### [Exercise instructions]
Look over the lines below. Report each one that includes the string "white".

*** Data excerpts Section Begins ***

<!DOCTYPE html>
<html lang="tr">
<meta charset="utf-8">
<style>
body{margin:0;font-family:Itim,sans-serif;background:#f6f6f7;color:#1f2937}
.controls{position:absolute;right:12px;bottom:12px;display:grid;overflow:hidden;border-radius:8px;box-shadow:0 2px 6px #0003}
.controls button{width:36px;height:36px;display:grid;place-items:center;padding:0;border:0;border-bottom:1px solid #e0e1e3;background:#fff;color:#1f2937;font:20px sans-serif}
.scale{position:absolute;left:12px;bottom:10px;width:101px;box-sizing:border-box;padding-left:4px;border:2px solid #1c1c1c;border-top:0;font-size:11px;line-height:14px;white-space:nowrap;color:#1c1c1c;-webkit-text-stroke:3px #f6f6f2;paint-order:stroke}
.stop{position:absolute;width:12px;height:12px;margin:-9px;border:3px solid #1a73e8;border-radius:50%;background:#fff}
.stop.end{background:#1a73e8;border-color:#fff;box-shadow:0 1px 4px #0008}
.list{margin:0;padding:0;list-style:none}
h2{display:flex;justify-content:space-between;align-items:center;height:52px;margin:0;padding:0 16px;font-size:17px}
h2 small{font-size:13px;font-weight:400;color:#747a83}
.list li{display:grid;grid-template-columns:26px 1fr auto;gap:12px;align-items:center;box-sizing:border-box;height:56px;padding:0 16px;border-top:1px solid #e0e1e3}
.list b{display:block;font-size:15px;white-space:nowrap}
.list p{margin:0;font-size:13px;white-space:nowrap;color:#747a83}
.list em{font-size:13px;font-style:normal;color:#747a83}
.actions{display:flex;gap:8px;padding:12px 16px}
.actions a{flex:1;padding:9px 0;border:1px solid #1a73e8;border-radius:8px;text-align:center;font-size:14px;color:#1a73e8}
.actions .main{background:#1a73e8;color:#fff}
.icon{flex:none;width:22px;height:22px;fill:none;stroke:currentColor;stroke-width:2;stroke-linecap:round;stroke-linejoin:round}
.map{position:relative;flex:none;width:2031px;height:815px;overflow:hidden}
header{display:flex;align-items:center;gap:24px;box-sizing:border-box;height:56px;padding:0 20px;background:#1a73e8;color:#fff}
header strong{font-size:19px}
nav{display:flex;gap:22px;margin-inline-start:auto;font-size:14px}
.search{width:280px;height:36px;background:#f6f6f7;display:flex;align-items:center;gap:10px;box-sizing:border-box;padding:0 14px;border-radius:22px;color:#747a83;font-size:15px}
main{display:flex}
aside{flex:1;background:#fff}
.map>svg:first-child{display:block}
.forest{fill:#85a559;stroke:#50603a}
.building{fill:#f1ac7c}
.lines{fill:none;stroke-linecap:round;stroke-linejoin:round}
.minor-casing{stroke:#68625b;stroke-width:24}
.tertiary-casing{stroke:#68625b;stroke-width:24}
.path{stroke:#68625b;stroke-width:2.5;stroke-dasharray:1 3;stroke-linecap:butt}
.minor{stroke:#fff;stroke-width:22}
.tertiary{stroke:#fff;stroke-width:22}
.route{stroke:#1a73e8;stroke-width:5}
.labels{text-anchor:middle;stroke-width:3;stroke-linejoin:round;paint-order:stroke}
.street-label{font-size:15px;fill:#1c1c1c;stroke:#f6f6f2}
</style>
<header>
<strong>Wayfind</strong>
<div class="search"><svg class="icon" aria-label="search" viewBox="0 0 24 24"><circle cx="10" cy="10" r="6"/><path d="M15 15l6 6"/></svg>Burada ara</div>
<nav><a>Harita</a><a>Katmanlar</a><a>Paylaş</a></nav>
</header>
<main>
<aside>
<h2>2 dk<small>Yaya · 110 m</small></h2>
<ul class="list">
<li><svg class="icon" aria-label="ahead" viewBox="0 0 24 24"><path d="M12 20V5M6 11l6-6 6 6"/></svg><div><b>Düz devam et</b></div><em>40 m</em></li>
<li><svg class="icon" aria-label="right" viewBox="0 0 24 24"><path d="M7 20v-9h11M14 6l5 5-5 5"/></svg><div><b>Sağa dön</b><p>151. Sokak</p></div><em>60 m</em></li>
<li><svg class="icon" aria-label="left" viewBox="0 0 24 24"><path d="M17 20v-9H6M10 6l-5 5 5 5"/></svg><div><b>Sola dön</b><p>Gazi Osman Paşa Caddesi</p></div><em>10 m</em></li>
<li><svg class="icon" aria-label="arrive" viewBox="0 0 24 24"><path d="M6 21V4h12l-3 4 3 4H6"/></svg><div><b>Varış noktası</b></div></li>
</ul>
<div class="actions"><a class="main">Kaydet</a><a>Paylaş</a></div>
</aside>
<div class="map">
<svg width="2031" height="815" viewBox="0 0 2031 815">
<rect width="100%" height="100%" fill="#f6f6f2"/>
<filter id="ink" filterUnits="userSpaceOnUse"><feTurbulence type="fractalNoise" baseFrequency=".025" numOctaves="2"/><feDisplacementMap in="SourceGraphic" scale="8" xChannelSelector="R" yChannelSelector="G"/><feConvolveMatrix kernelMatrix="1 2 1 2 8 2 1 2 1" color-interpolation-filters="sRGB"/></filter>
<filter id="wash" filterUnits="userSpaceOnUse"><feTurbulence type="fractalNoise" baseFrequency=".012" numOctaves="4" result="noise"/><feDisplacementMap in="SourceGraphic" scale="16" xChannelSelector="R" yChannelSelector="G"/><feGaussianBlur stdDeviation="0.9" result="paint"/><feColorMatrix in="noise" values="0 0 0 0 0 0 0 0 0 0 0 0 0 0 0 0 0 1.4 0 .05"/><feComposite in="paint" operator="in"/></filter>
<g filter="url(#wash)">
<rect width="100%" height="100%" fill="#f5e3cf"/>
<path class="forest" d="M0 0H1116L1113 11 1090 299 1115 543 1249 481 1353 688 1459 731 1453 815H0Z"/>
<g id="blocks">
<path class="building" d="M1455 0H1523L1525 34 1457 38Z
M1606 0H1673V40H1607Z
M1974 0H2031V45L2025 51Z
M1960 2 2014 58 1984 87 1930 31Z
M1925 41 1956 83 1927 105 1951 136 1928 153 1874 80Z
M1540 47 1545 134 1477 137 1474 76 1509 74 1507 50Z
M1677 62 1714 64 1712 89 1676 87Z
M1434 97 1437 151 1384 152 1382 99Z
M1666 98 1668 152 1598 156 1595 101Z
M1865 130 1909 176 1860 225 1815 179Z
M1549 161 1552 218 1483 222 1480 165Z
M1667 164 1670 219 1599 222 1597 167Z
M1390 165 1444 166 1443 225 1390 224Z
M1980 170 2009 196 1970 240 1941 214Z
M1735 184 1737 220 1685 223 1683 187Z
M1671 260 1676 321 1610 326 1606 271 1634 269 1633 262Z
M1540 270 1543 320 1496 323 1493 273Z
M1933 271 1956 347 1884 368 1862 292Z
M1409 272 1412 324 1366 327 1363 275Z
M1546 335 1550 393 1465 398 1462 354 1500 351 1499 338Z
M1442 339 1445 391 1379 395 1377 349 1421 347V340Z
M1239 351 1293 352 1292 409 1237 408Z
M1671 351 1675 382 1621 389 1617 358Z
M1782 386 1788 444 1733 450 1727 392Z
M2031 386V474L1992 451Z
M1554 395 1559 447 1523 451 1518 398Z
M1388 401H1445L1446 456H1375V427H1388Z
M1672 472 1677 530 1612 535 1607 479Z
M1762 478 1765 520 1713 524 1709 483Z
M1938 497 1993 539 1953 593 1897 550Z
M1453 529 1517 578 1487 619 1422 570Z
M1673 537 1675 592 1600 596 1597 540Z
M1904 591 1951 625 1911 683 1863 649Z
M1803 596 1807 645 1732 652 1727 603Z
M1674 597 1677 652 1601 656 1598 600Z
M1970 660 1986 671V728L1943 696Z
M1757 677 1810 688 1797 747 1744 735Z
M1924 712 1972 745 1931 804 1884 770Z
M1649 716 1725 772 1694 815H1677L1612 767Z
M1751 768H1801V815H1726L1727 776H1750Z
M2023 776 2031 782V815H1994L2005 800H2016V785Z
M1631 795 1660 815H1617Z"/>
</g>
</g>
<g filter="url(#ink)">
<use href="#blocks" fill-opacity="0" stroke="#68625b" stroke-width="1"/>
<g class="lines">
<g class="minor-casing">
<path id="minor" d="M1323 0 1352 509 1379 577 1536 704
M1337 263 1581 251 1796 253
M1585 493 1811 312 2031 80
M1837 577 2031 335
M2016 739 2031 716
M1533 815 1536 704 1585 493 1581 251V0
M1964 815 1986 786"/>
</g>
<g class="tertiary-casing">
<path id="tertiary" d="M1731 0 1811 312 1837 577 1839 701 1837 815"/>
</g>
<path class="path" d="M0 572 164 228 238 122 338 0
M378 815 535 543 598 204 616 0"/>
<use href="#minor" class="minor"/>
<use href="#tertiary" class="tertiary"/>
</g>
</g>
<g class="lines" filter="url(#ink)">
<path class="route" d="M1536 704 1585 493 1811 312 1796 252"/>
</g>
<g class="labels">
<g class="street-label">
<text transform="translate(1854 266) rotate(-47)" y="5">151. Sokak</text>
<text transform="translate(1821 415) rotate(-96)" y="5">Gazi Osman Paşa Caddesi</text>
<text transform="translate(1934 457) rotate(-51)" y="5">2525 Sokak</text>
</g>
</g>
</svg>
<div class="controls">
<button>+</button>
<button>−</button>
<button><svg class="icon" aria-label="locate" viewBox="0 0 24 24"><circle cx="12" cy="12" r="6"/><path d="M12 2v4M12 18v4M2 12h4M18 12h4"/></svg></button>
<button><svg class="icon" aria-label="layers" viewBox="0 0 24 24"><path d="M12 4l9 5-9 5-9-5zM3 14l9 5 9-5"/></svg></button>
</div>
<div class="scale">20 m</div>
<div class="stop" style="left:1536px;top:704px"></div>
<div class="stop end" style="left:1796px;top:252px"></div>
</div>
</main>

*** Data excerpts Section Ends ***

### [Reply]
.scale{position:absolute;left:12px;bottom:10px;width:101px;box-sizing:border-box;padding-left:4px;border:2px solid #1c1c1c;border-top:0;font-size:11px;line-height:14px;white-space:nowrap;color:#1c1c1c;-webkit-text-stroke:3px #f6f6f2;paint-order:stroke}
.list b{display:block;font-size:15px;white-space:nowrap}
.list p{margin:0;font-size:13px;white-space:nowrap;color:#747a83}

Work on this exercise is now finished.